The big problem about writing about “period poverty”, as a man, is that, well, men don’t have periods. While some of us may, on occasion, have been deputised to purchase sanitary items for the women in our lives, we don’t need, or use them, ourselves. So the idea that period poverty is an all-pervasive issue in modern Ireland which requires urgent Government action can’t be ruled out entirely, from the male perspective.

And Fianna Fáil certainly take the view that it’s a modern crisis. Hence their horrendously named “About Bloody Time” campaign.

Here’s what we can say, though: If Period Poverty really is a major issue in Ireland, and young women can’t afford basic, and pretty cheap, necessities, doesn’t that raise a major question about Fianna Fáil’s management of the economy?

32 Tampons are, at today’s prices, available for €5.99 in Lidl. That works out at 19 cents per item. How much cheaper can people realistically expect them to be?

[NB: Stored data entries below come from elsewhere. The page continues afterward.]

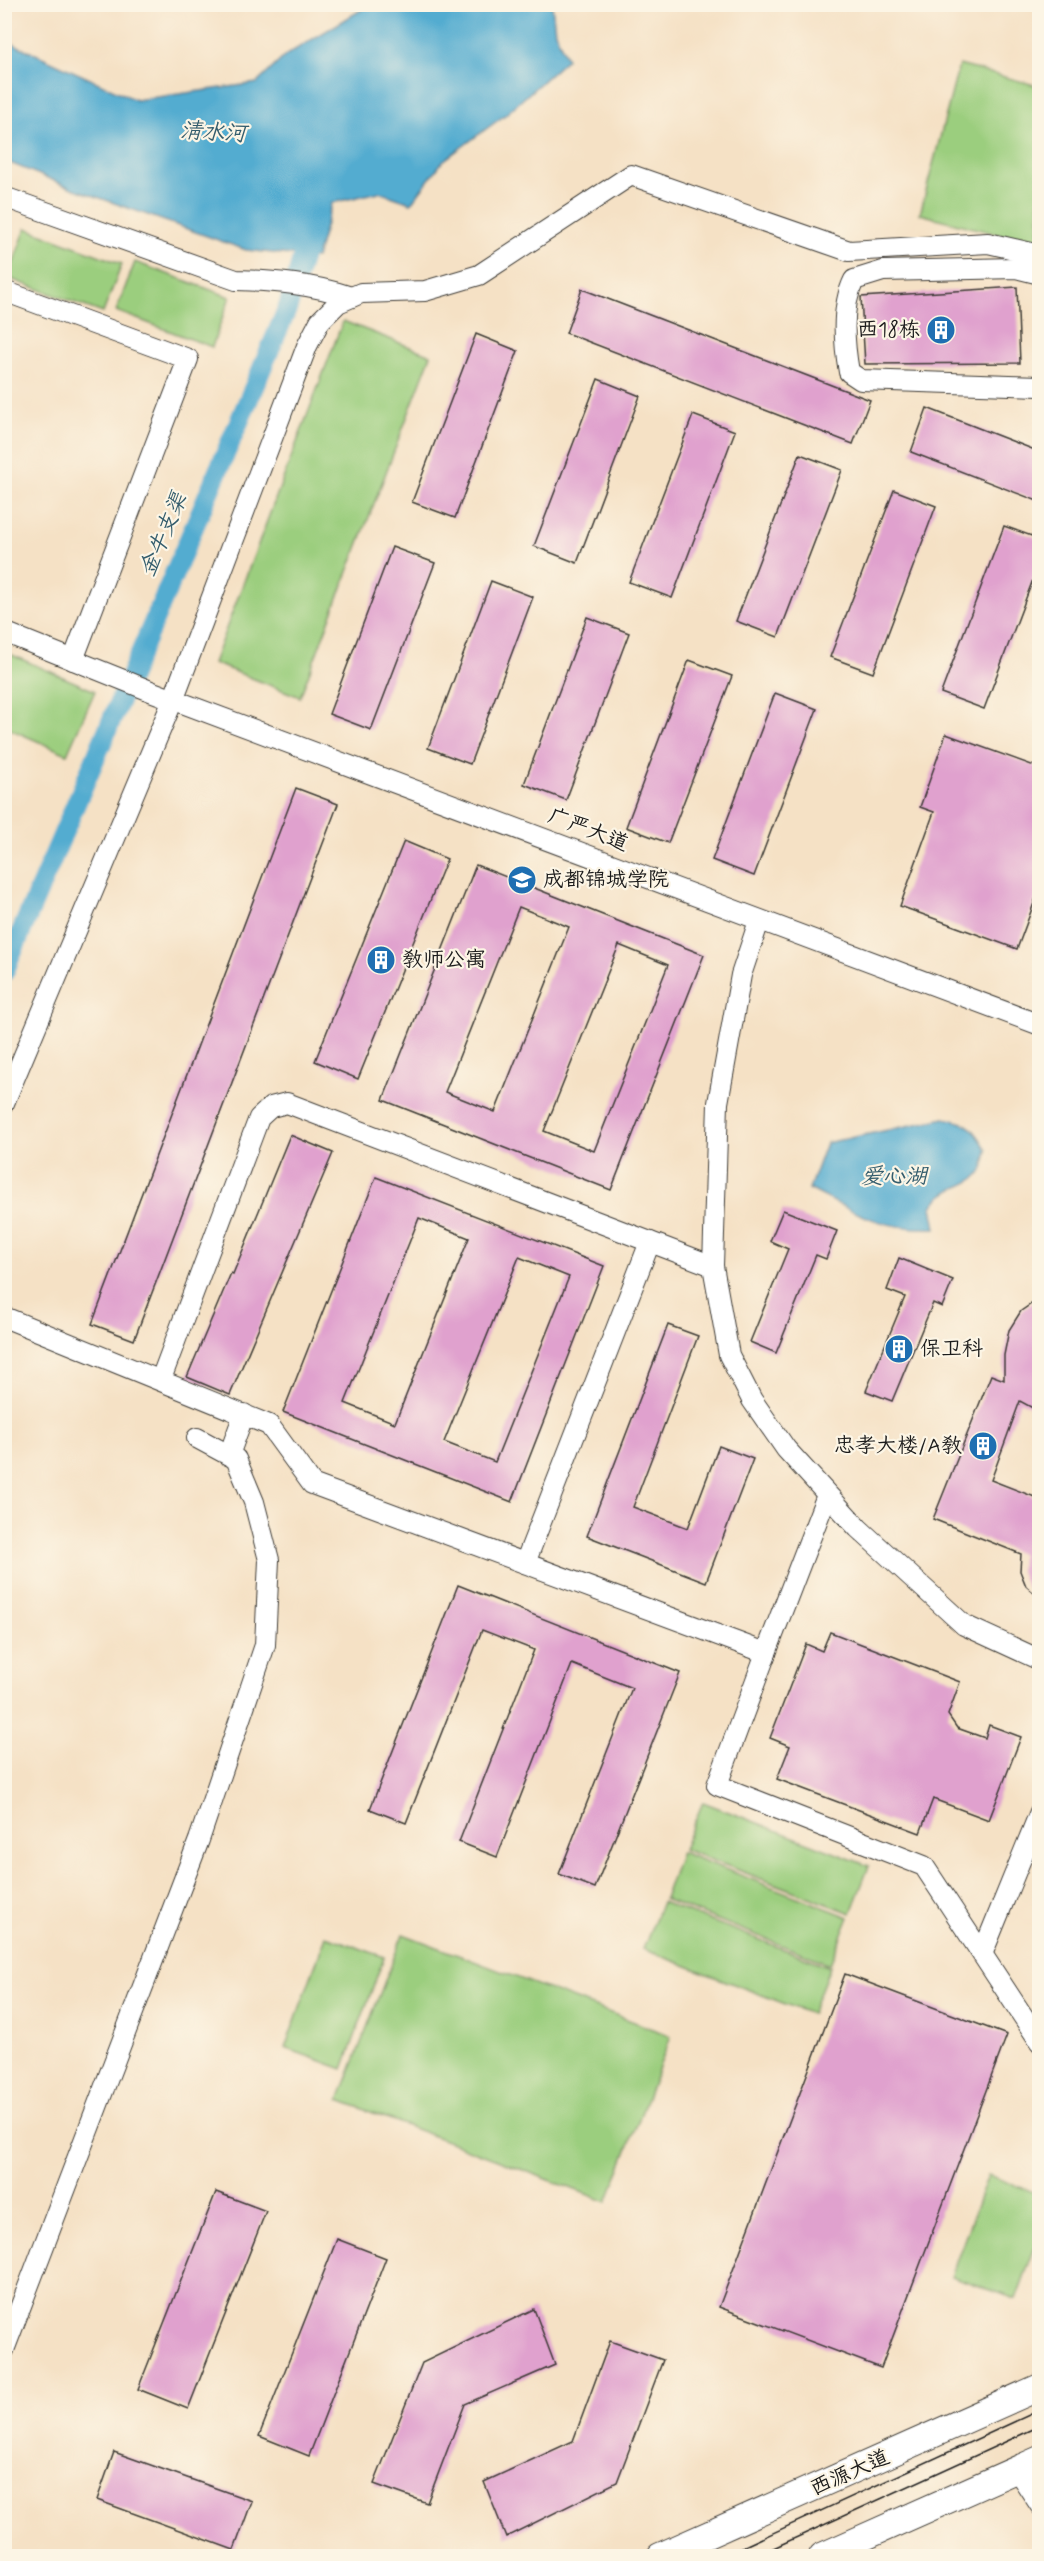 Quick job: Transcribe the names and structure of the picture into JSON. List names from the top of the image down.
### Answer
{
  "streets": {
    "main road": ["西源大道"],
    "street": ["广严大道"]
  },
  "water": ["清水河", "金牛支渠", "爱心湖"],
  "places": {
    "building": [
      "西18栋",
      "教师公寓",
      "保卫科",
      "忠孝大楼/A教"
    ],
    "school or university": ["成都锦城学院"]
  }
}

Anyway, the Fianna Fail policy, courtesy of our old friend, Senator Lorraine Clifford-Lee:

The policy, as far as we can tell, would make sanitary products free for every woman and girl, should they seek to avail of them. Fianna Fáil have not provided any costings for the policy, but assuming that every woman of reproductive age (about 1.5million women, in Ireland) was to avail of the service, then the total cost could end up approaching about €200million.

Of course, and luckily for the taxpayer (because, have no doubt about it, this proposal will become law) not every woman will choose to avail of it. Many will simply continue to buy their own products.

On the one hand, of course, the intentions behind the policy are noble enough. Nobody with a shred of decency would want to live in a country where women were unable to afford basic hygiene and dignity. Making the products free to those in need is a harmless enough policy, in the larger scheme of things.

But on the other hand, it’s absurd, isn’t it? Our politicians claim to have created a society where desperate young women cannot afford basic day to day items, and now they want feminist credit for “solving” the issue.

Politics, at its most basic level, is about the allocation of scarce resources. “Scarce”, because, if there were no shortages of anything, there would be no need for politics, or work, or any other form of economic activity. When we elect politicians, the basic job we ask them to do is to take a limited amount of money, and allocate it in the way most likely to promote good outcomes for everybody in society. Nearly all of our debates come down to this question: Should we spend more money on roads, or hire more nurses? Should we drill for more oil, or leave it in the ground? Should we spend hundreds of millions on tampons, or leave that up to every individual?

If providing free tampons or towels or pads had no cost, there’d be no issue with this policy. But it does have a cost, and therefore it’s fair to ask if spending this money this way is necessary, or wise.

That doesn’t mean, by the way, giving it back to people as a tax cut. There are a great many services for women that need more money – domestic violence shelters, support for mothers and families in poverty, schemes to promote female entrepreneurship, and so on.

As it is, though, Fianna Fáil wants to take the money and spend it making period products free, despite the fact that the overwhelming majority of women can, and do, afford them with little difficulty.

The name of the campaign – “About Bloody Time”, isn’t exactly calibrated to appeal to the average woman, either. Don’t believe me? Try making that joke to an actual normal woman some day, and see how she looks at you.

But this kind of language, of course – crass, kind of aggressive, real-talk about bodily functions – does appeal disproportionately to a certain kind of young, left wing voter. The kinds of people who get very exercised about trans rights and abortion and that sort of thing.

The point of this legislation, in actual fact, is not to solve any real problem in society that’s in urgent need of addressing. It is, in fact, to spend public money to send a signal to a voter group that Fianna Fáil has been unsuccessfully pursuing for over a decade.

It hasn’t worked so far, and it’s not going to work this time, either. Mr. Martin is smart enough to realise this himself, if he spent more than five minutes thinking about it. The most he’ll get is a passing word of triumph from Una Mullally in the Irish Times, before she goes back to kicking him, and the patriarchy, up the backside.